Mount your Google Drive to use datasets (For colab users only)

In [1]:
from google.colab import drive
drive.mount('/content/drive')

Mounted at /content/drive


# Import Libraries

In [14]:
import torch
from torchvision import datasets, transforms, models
from torch.utils.data import DataLoader
from sklearn.metrics import roc_auc_score, roc_curve, auc
import numpy as np
import matplotlib.pyplot as plt
from torch.utils.data import Dataset
import os
from sklearn.metrics import roc_auc_score, roc_curve
import torch.nn.functional as F
from torchvision.datasets import ImageFolder
from tqdm import tqdm
from PIL import Image

# Model and Test Datasets

In [3]:
class iSUNDataset(Dataset):
    def __init__(self, directory, transform=None):
        self.directory = directory
        self.image_paths = [os.path.join(directory, fname) for fname in os.listdir(directory) if fname.endswith(('.png', '.jpg', '.jpeg'))]
        self.transform = transform

    def __len__(self):
        return len(self.image_paths)

    def __getitem__(self, idx):
        img_path = self.image_paths[idx]
        image = Image.open(img_path).convert('RGB')  # Ensure images are in RGB mode
        if self.transform:
            image = self.transform(image)
        return image, 0  # Dummy label for OOD dataset


In [7]:
transform_cifar = transforms.Compose([
    transforms.Resize((224, 224)),
    transforms.ToTensor(),
    transforms.Normalize((0.485, 0.456, 0.406),  # ImageNet mean
                         (0.229, 0.224, 0.225))
])

In [8]:
batch_size = 64

isun_dataset_path = '/path/to/iSUN'
isun_dataset = iSUNDataset(isun_dataset_path, transform=transform_cifar)
isun_dataloader = DataLoader(isun_dataset, batch_size=batch_size, shuffle=False)

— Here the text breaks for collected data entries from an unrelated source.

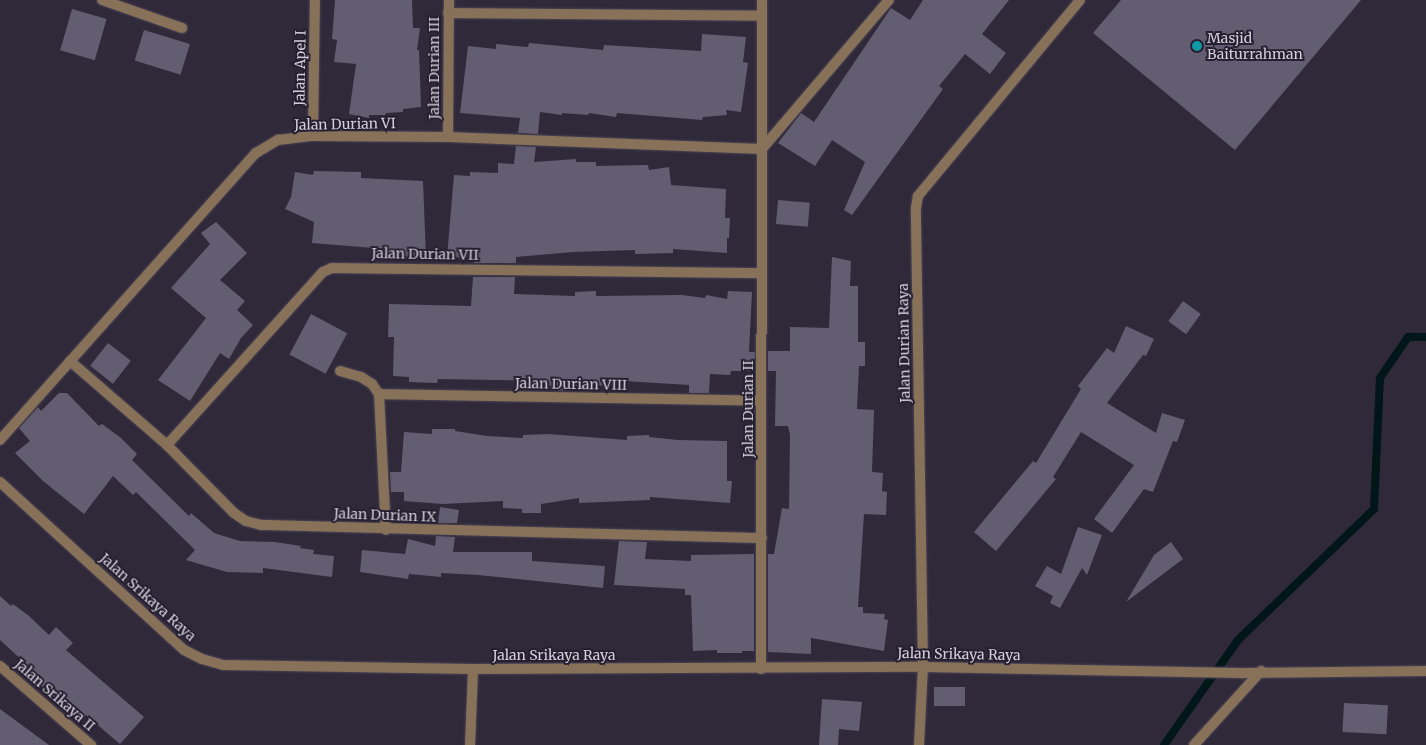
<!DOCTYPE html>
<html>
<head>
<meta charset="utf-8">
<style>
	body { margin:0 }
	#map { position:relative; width:1426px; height:745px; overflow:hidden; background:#30293a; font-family:Merriweather,serif }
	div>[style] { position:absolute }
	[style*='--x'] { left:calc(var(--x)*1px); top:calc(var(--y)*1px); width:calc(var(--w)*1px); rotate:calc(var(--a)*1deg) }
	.stream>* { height:8px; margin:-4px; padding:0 4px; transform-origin:4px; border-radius:4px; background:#001619 }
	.building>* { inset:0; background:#635d71; transform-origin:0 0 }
	.roads { filter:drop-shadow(0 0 1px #4a4454) drop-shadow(0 0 1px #4a4454) }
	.lane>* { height:10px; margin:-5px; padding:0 5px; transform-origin:5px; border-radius:5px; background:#877159 }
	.street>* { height:10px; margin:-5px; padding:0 5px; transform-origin:5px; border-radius:5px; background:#877159 }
	.dots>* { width:14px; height:14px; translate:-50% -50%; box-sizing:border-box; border:2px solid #261f30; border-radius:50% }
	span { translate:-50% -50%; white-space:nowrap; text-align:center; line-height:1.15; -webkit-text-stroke:4px #261f30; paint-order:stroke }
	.poi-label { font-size:14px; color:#d3cfda }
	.left { translate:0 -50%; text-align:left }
	.street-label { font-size:14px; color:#d3cfda }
</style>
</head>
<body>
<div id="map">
	<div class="stream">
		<i style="--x:1164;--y:745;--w:128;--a:-54.8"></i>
		<i style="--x:1238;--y:640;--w:189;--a:-43.9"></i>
		<i style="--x:1374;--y:509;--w:131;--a:-87.4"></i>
		<i style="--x:1380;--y:378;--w:50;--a:-55.7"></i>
		<i style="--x:1408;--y:337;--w:18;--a:0"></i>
	</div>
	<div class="building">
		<i style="clip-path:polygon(335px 0,412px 0,413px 28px,420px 28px,417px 50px,419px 50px,421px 107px,403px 109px,403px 112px,386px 113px,385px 115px,369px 115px,369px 118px,349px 114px,356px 64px,334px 62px,337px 40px,332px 39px)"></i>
		<i style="clip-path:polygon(923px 0,1009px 0,982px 34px,1006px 53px,990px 74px,965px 54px,939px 86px,943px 89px,852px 215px,844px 210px,865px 162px,832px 140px,815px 166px,778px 143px,801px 113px,814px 122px,891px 8px,910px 20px)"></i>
		<i style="clip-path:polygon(1121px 0,1361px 0,1235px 150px,1093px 33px)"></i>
		<i style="left:72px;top:9px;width:36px;height:43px;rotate:16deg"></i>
		<i style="left:144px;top:30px;width:48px;height:32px;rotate:17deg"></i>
		<i style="clip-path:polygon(702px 34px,746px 37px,743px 62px,748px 63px,741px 112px,726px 110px,727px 115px,703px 117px,702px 120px,617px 113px,616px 117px,589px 113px,588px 115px,562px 113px,562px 115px,540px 112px,538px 134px,518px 133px,520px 118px,460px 113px,468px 46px,496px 49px,496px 44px,528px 47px,529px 43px,603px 50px,604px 45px,701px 51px)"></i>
		<i style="clip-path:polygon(516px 146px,536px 147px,534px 162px,576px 159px,576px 162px,596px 162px,596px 166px,648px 165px,649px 170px,669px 167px,671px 185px,726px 189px,725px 218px,730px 218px,729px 238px,727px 238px,727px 253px,673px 249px,673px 253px,635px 254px,635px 250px,573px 252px,516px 257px,516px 263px,474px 263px,474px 258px,447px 257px,454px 175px,470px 176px,470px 172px,498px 173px,498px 163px,514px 164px)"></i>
		<i style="clip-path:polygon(314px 171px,361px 172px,361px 178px,423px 181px,426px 258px,386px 258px,386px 249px,312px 243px,314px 222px,285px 209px,291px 197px,295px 172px,313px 175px)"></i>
		<i style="left:778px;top:200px;width:32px;height:24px;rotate:5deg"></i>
		<i style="clip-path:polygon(216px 222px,247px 253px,220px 280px,245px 301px,237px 310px,253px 325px,241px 338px,229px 359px,220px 353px,190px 401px,158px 380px,206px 318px,171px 288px,210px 244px,201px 233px)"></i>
		<i style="clip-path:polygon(832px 257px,851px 261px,850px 286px,858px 286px,858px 342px,865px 342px,865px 366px,859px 366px,857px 409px,874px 410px,872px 472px,883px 473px,882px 491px,887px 492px,886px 515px,864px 514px,858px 607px,863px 607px,863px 613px,885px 614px,884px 619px,888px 620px,884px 651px,811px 638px,811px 654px,768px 652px,768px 554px,774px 554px,782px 508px,789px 509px,790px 435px,788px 426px,775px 426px,776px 371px,768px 371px,768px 351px,790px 351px,790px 327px,829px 328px)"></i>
		<i style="clip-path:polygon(473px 277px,515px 277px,514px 294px,575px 296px,575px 292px,596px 291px,596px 296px,682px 295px,705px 298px,706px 295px,727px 299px,728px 291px,752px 292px,749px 352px,755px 352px,755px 371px,731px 371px,730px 375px,710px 374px,709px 393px,689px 393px,689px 385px,624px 381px,624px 385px,575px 386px,575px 391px,550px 390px,549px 381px,438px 379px,437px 383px,409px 382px,409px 377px,393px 376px,394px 337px,388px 337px,389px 304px,471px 306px)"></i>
		<i style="left:1183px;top:301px;width:22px;height:25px;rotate:36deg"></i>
		<i style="left:311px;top:314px;width:41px;height:46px;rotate:28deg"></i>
		<i style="clip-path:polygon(1126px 326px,1154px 339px,1146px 356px,1143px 355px,1107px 403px,1156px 433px,1162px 413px,1185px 420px,1177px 442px,1173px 441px,1153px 492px,1144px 489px,1112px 533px,1094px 519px,1134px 465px,1081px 432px,1053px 477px,1056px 479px,996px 551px,974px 532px,1033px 461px,1036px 463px,1081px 389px,1078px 386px,1107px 348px,1114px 353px)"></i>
		<i style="left:108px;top:343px;width:29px;height:29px;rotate:38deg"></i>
		<i style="clip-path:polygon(59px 393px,67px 393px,99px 426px,102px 424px,121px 438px,137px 454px,132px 460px,189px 516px,191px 513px,214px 533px,240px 541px,275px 542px,301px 546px,300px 548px,314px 550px,313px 554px,334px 556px,332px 577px,263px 568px,263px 573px,227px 572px,186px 560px,195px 550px,136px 492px,133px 495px,113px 476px,84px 514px,43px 481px,15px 453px,30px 441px,19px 428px,38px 407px,41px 411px)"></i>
		<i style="clip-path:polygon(432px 429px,455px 429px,455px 431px,487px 436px,523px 438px,523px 435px,548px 434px,627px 440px,627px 436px,649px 435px,649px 437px,678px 440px,727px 441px,727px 481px,732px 481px,730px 503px,650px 497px,650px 500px,579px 503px,579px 498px,541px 504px,541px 513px,522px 513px,522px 509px,503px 508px,503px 501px,443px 504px,404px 501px,404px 492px,391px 492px,390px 472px,401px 472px,404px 432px,432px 434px)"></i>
		<i style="clip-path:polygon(440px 507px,459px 510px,457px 523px,438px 523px)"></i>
		<i style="clip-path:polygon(1078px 527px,1102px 535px,1087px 575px,1082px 568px,1060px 608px,1050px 603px,1053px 596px,1035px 586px,1047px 566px,1061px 574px)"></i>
		<i style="clip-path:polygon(436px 536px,455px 537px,453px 552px,532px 552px,532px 561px,605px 566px,603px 588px,478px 575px,441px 573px,441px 577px,409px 574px,408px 579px,360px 572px,362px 550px,405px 554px,408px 539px,435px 546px)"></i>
		<i style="clip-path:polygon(619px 541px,647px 542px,645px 559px,691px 561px,691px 555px,754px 554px,754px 651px,742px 651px,742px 653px,717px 653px,717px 650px,693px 651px,691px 595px,685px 595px,685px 589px,614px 585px)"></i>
		<i style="clip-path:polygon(1171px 542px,1183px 559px,1126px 602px,1154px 555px)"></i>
		<i style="clip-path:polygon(0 596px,11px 606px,13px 604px,29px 616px,49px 635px,56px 627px,73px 643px,66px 650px,144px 717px,120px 744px,86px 715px,83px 719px,56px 695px,54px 698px,19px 666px,24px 662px,0 640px)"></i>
		<i style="left:934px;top:687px;width:31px;height:19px"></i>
		<i style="clip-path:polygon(822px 699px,862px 702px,859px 731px,839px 729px,838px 745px,819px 745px)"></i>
		<i style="left:1344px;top:703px;width:44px;height:29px;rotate:3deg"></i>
		<i style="clip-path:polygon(0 709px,49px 745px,0 745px)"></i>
	</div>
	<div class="roads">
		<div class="lane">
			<i style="--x:102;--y:0;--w:85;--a:19.3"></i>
		</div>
		<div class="street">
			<i style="--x:448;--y:13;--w:314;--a:0.5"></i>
			<i style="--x:313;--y:136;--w:136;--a:-89.2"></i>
			<i style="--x:448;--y:137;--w:137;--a:-89.6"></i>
			<i style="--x:70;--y:361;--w:128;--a:40.9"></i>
			<i style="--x:167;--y:445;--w:95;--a:45.4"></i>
			<i style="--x:234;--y:513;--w:14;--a:34"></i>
			<i style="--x:246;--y:521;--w:16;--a:15"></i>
			<i style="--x:261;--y:525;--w:501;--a:1.49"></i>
			<i style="--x:340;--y:371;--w:22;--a:16"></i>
			<i style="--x:361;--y:377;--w:13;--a:32"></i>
			<i style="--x:372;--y:384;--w:12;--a:55"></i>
			<i style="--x:379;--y:394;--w:136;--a:87.1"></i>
			<i style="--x:379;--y:394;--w:382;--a:1"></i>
			<i style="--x:0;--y:440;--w:385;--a:-48.3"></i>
			<i style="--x:256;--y:153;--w:26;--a:-31"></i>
			<i style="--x:278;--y:140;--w:35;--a:-7"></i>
			<i style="--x:313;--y:136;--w:135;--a:0.4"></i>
			<i style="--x:448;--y:137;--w:314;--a:2.2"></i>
			<i style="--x:762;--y:149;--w:196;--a:-49.6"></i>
			<i style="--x:167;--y:445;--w:233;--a:-48"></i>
			<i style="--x:323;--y:272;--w:10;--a:-24"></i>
			<i style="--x:332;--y:268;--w:430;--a:0.7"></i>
			<i style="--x:0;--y:482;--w:249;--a:42.4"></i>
			<i style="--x:184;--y:650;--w:20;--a:27"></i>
			<i style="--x:202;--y:659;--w:22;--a:16"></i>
			<i style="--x:223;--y:665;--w:250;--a:0.9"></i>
			<i style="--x:473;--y:669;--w:450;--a:-0.3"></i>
			<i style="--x:923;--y:667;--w:321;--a:1.1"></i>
			<i style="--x:1244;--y:673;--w:182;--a:-0.6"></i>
			<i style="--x:0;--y:666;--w:121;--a:41"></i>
			<i style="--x:761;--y:669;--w:669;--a:-89.91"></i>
			<i style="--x:470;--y:745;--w:76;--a:-87.7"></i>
			<i style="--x:919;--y:745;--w:78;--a:-87.1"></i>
			<i style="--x:923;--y:667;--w:459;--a:-90.9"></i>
			<i style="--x:916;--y:208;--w:12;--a:-81"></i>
			<i style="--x:918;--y:196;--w:254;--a:-50.4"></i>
			<i style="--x:1194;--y:745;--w:100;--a:-47.8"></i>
		</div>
	</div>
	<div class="dots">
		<i style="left:1197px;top:46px;background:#0f9aa8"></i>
	</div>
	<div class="poi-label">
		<span class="left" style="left:1207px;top:46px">Masjid<br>Baiturrahman</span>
	</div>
	<div class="street-label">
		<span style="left:300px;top:68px;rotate:-89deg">Jalan Apel I</span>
		<span style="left:434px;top:68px;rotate:-90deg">Jalan Durian III</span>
		<span style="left:345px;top:124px;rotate:-1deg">Jalan Durian VI</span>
		<span style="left:425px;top:254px;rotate:1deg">Jalan Durian VII</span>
		<span style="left:904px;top:343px;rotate:-91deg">Jalan Durian Raya</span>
		<span style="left:571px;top:384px;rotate:1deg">Jalan Durian VIII</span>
		<span style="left:748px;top:409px;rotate:-90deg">Jalan Durian II</span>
		<span style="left:385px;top:515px;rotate:2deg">Jalan Durian IX</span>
		<span style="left:148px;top:597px;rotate:42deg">Jalan Srikaya Raya</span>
		<span style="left:959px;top:654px;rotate:1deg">Jalan Srikaya Raya</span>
		<span style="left:554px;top:655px">Jalan Srikaya Raya</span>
		<span style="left:55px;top:695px;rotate:41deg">Jalan Srikaya II</span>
	</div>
</div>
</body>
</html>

cifar10_test = datasets.CIFAR10(root='/path/to/cifar10', train=False, download=True, transform=transform_cifar)
cifar10_test_dataloader = DataLoader(cifar10_test, batch_size=batch_size, shuffle=False)

Load the pretrained model

In [10]:
device = torch.device("cuda")
model = models.resnet18(pretrained=True)
model.fc = torch.nn.Linear(model.fc.in_features, 10) # number of classes if Cifar-10
model.load_state_dict(torch.load("/path/to/resnet18.pt"))
model.to(device)

Downloading: "https://download.pytorch.org/models/resnet18-f37072fd.pth" to /root/.cache/torch/hub/checkpoints/resnet18-f37072fd.pth
100%|██████████| 44.7M/44.7M [00:00<00:00, 172MB/s]
  model.load_state_dict(torch.load("/content/drive/MyDrive/resnet18_cifar10.pt"))


ResNet(
  (conv1): Conv2d(3, 64, kernel_size=(7, 7), stride=(2, 2), padding=(3, 3), bias=False)
  (bn1): BatchNorm2d(64, eps=1e-05, momentum=0.1, affine=True, track_running_stats=True)
  (relu): ReLU(inplace=True)
  (maxpool): MaxPool2d(kernel_size=3, stride=2, padding=1, dilation=1, ceil_mode=False)
  (layer1): Sequential(
    (0): BasicBlock(
      (conv1): Conv2d(64, 64, kernel_size=(3, 3), stride=(1, 1), padding=(1, 1), bias=False)
      (bn1): BatchNorm2d(64, eps=1e-05, momentum=0.1, affine=True, track_running_stats=True)
      (relu): ReLU(inplace=True)
      (conv2): Conv2d(64, 64, kernel_size=(3, 3), stride=(1, 1), padding=(1, 1), bias=False)
      (bn2): BatchNorm2d(64, eps=1e-05, momentum=0.1, affine=True, track_running_stats=True)
    )
    (1): BasicBlock(
      (conv1): Conv2d(64, 64, kernel_size=(3, 3), stride=(1, 1), padding=(1, 1), bias=False)
      (bn1): BatchNorm2d(64, eps=1e-05, momentum=0.1, affine=True, track_running_stats=True)
      (relu): ReLU(inplace=True)
  

# Evaluation

In [12]:
def evaluate_model(model, id_dataloader, ood_dataloader, device):
    """
    Evaluates the model's performance on ID and OOD datasets.

    Parameters:
    - model: Trained ResNet-18 model
    - id_dataloader: DataLoader for in-distribution data (Cifar-10)
    - ood_dataloader: DataLoader for out-of-distribution data (iSUN)
    - device: Device to perform computation on

    Returns:
    - metrics: Dictionary with AUROC and FPR95 metrics
    """
    model.eval()
    id_scores = []
    ood_scores = []

    # Compute ID scores with progress tracking
    print("Evaluating In-Distribution (ID) Dataset...")
    for id_inputs, _ in tqdm(id_dataloader, desc="ID Progress", leave=False):
        id_inputs = id_inputs.to(device)
        with torch.no_grad():
            id_outputs = model(id_inputs)
            id_outputs = id_outputs
            id_energy_scores = -torch.logsumexp(id_outputs, dim=1)
            id_scores.extend(id_energy_scores.cpu().numpy())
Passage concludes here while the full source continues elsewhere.